[Stored dataset items]
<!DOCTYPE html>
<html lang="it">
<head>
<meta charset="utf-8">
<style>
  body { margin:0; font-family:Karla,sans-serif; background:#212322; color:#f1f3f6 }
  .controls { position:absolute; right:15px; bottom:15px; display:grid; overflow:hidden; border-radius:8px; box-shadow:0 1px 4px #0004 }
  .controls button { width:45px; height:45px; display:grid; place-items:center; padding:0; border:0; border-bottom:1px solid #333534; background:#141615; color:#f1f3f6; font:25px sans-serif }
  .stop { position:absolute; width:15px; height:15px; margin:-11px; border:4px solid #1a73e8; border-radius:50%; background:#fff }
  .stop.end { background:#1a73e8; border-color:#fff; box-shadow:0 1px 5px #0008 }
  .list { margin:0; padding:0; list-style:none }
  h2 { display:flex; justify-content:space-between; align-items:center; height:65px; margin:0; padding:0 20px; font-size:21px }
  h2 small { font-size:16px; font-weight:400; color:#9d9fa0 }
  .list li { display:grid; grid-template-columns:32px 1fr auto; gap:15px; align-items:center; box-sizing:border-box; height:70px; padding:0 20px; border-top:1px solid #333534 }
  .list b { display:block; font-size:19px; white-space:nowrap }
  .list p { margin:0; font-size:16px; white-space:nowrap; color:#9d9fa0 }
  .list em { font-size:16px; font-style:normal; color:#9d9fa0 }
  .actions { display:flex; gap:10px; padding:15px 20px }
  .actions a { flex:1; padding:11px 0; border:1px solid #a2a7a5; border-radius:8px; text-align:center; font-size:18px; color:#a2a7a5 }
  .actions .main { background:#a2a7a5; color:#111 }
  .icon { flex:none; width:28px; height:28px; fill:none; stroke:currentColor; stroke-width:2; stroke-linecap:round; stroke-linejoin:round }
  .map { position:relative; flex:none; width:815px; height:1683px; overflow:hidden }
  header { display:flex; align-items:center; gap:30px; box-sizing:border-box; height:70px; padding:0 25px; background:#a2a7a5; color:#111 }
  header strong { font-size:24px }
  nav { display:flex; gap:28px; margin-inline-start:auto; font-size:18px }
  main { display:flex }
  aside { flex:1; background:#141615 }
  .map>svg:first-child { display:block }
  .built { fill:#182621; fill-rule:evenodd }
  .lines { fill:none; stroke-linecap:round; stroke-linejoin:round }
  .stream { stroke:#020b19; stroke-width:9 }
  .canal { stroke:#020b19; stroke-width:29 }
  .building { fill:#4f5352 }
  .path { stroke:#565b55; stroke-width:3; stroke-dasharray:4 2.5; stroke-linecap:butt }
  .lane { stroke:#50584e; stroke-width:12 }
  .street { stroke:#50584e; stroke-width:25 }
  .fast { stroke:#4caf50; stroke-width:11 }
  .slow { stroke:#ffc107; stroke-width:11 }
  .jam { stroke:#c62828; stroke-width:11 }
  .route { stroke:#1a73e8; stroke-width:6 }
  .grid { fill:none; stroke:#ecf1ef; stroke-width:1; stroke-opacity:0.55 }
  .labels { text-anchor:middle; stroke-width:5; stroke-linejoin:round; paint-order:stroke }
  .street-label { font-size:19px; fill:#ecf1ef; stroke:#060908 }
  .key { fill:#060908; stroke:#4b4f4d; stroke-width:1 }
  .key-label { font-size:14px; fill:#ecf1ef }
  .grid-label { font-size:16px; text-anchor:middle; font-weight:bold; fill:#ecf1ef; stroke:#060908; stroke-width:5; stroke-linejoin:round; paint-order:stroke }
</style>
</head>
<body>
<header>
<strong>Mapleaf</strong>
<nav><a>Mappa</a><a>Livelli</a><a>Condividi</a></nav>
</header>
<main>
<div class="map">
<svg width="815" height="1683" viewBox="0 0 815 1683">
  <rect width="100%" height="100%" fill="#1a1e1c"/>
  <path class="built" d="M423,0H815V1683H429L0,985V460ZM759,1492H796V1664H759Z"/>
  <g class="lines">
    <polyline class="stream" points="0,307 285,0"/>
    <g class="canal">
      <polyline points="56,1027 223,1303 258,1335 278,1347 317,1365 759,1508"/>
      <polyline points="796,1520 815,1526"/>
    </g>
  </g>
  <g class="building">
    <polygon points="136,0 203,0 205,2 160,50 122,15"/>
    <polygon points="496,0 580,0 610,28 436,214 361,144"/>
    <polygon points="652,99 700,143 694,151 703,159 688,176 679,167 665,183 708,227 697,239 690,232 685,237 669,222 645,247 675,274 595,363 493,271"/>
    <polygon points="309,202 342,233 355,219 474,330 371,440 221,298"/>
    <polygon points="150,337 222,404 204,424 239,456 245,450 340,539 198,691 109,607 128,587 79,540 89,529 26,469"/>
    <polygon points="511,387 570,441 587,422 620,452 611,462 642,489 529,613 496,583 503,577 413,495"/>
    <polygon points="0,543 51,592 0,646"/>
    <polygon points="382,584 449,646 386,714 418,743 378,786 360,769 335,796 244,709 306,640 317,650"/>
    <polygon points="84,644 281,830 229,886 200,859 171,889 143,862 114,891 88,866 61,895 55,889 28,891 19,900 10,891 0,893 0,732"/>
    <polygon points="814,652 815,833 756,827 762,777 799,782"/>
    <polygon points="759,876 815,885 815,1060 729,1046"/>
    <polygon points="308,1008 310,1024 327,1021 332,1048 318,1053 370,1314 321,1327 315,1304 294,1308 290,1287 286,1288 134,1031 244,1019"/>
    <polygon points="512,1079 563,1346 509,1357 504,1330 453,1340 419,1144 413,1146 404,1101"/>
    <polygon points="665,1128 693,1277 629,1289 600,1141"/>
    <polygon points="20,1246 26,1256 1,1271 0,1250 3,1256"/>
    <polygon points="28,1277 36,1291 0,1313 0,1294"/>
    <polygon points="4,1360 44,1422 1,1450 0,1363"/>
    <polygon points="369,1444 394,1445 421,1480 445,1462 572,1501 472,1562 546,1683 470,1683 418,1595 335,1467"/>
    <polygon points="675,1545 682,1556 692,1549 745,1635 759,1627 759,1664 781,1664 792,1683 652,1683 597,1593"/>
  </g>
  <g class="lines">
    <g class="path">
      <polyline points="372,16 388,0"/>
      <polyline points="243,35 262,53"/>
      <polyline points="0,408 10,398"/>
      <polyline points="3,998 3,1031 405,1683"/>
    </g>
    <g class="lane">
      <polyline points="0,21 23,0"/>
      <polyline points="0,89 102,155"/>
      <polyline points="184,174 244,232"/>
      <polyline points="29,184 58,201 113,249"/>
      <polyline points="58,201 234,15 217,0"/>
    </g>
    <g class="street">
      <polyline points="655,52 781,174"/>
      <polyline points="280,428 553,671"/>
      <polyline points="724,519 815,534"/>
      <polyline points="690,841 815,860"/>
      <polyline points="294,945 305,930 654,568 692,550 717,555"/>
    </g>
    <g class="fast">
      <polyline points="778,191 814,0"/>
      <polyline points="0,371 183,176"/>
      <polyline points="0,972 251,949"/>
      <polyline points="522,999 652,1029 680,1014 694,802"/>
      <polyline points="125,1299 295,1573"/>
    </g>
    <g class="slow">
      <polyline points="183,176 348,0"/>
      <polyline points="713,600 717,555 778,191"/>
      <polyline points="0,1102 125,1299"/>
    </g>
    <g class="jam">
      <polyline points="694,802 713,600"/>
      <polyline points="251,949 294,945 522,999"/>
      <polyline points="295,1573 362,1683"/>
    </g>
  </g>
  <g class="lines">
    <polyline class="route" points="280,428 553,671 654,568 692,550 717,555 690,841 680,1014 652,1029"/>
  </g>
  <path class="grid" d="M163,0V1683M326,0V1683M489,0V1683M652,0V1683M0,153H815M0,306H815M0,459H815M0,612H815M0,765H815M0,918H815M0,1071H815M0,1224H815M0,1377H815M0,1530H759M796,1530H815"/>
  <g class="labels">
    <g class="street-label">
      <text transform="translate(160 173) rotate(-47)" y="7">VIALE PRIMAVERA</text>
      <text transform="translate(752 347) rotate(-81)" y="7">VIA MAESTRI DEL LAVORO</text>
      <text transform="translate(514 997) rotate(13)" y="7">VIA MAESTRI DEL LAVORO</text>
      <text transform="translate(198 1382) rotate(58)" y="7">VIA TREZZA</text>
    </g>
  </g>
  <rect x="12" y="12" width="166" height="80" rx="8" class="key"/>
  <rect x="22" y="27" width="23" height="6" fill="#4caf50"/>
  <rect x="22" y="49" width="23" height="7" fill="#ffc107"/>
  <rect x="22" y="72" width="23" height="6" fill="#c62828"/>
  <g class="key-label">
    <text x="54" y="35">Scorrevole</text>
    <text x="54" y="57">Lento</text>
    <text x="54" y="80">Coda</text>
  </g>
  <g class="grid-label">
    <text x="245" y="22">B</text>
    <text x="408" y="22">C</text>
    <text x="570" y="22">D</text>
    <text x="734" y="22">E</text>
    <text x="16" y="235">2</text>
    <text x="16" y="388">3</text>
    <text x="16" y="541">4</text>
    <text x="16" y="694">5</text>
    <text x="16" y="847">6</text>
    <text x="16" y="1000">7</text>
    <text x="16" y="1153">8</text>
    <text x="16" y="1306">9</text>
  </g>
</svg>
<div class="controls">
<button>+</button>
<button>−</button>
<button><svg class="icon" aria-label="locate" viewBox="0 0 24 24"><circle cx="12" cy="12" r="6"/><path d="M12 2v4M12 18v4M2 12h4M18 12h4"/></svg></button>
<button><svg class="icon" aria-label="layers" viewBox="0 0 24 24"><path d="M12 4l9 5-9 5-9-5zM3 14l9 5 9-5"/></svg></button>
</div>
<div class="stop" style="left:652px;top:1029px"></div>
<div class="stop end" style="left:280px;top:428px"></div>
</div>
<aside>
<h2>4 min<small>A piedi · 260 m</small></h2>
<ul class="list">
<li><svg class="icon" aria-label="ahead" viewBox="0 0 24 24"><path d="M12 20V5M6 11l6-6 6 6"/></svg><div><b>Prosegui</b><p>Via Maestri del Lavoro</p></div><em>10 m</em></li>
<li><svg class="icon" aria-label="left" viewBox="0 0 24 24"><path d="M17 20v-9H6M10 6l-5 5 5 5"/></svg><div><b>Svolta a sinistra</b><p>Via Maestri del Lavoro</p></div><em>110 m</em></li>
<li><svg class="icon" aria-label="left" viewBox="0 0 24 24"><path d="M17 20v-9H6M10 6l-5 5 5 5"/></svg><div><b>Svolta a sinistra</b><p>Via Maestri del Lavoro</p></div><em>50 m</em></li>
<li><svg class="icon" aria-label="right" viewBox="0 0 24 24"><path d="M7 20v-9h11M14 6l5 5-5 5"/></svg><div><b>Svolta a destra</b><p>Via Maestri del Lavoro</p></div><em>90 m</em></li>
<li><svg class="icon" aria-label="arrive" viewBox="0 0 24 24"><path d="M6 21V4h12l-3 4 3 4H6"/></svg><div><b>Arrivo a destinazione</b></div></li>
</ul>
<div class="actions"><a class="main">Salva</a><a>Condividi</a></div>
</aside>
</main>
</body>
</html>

The problem: Tally up the lines above containing "list"; the number is the full answer.

The completed task: 6